Global telecom giants currently find themselves at a critical crossroads. Although coverage is improving and speed is increasing with investment in 5G networks, revenue growth from voice and data is slowing in many markets. At the same time, the industry continues to have difficulty with meeting rapidly changing customer expectations, which are shaped by simple, personalized interactions that are made available by digital giants such as Airbnb, Amazon, Apple, Netflix, and Uber. Telecom operators’ average net promoter score (NPS), a key customer-satisfaction metric, has typically been in the 20s, versus more than 50 for many digital powerhouses.

There is nothing simple about most telcos’ product portfolios, and that complexity is part of their problem. What started as a broad range of plans for a diverse customer base has evolved into a dizzying array of options that are difficult to under­stand and navigate, damaging the customer experience, especially in comparison with that offered by ascendant digital-native alternatives.

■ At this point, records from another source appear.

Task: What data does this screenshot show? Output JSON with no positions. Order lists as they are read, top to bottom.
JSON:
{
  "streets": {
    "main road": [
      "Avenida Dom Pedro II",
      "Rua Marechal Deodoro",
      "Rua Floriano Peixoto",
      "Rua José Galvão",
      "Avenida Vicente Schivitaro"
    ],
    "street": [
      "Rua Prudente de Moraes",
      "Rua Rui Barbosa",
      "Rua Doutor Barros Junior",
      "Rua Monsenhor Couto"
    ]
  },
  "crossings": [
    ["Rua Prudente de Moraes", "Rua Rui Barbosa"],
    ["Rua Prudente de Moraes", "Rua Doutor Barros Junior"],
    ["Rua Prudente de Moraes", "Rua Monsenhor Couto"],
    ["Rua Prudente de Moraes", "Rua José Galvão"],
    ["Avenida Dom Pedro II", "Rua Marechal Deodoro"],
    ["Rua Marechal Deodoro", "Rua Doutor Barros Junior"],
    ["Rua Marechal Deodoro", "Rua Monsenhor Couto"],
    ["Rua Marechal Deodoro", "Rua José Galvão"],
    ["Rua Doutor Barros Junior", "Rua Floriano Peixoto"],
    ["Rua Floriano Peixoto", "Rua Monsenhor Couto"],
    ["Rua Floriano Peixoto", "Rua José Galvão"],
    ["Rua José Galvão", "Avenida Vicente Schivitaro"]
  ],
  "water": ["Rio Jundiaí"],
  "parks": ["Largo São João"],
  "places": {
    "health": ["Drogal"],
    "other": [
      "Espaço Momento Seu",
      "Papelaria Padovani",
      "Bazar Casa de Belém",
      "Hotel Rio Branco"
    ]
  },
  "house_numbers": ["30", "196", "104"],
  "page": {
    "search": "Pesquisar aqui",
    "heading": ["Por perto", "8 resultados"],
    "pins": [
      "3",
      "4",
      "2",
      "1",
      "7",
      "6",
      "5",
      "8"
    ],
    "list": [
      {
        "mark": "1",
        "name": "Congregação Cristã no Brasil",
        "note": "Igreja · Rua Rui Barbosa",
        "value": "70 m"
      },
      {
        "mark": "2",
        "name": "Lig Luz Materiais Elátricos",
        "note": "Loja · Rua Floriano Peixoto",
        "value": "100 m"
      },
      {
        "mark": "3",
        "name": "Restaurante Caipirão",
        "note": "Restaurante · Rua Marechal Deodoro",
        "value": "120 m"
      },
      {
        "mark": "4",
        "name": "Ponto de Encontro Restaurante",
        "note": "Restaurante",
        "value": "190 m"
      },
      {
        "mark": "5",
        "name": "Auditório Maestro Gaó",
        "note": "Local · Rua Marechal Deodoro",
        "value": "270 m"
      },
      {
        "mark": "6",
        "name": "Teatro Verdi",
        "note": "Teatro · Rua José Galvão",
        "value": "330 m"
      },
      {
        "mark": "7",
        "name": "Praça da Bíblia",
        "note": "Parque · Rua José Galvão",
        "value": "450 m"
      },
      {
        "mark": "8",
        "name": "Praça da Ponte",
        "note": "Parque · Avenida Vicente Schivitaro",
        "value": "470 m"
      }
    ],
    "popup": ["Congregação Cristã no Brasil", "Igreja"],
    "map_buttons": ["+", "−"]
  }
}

To better satisfy and hold onto their customers, some operators have started to build their own separate digital-native-attacker units. This approach has turned out to be less expensive and disruptive—and in some cases, more successful—than a holistic digital transformation of the core business. The nimble, new brands are also proving to be strong growth vehicles for their parent companies. Within four quarters from launch, the typical digital attacker has contributed close to 25 percent of overall gross additional subscribers (gross adds) to the incumbent operator, while showing total profitability that is more than five percentage points higher (exhibit).

Digital attackers have proven to be more cost-efficient in customer acquisition than their parent companies.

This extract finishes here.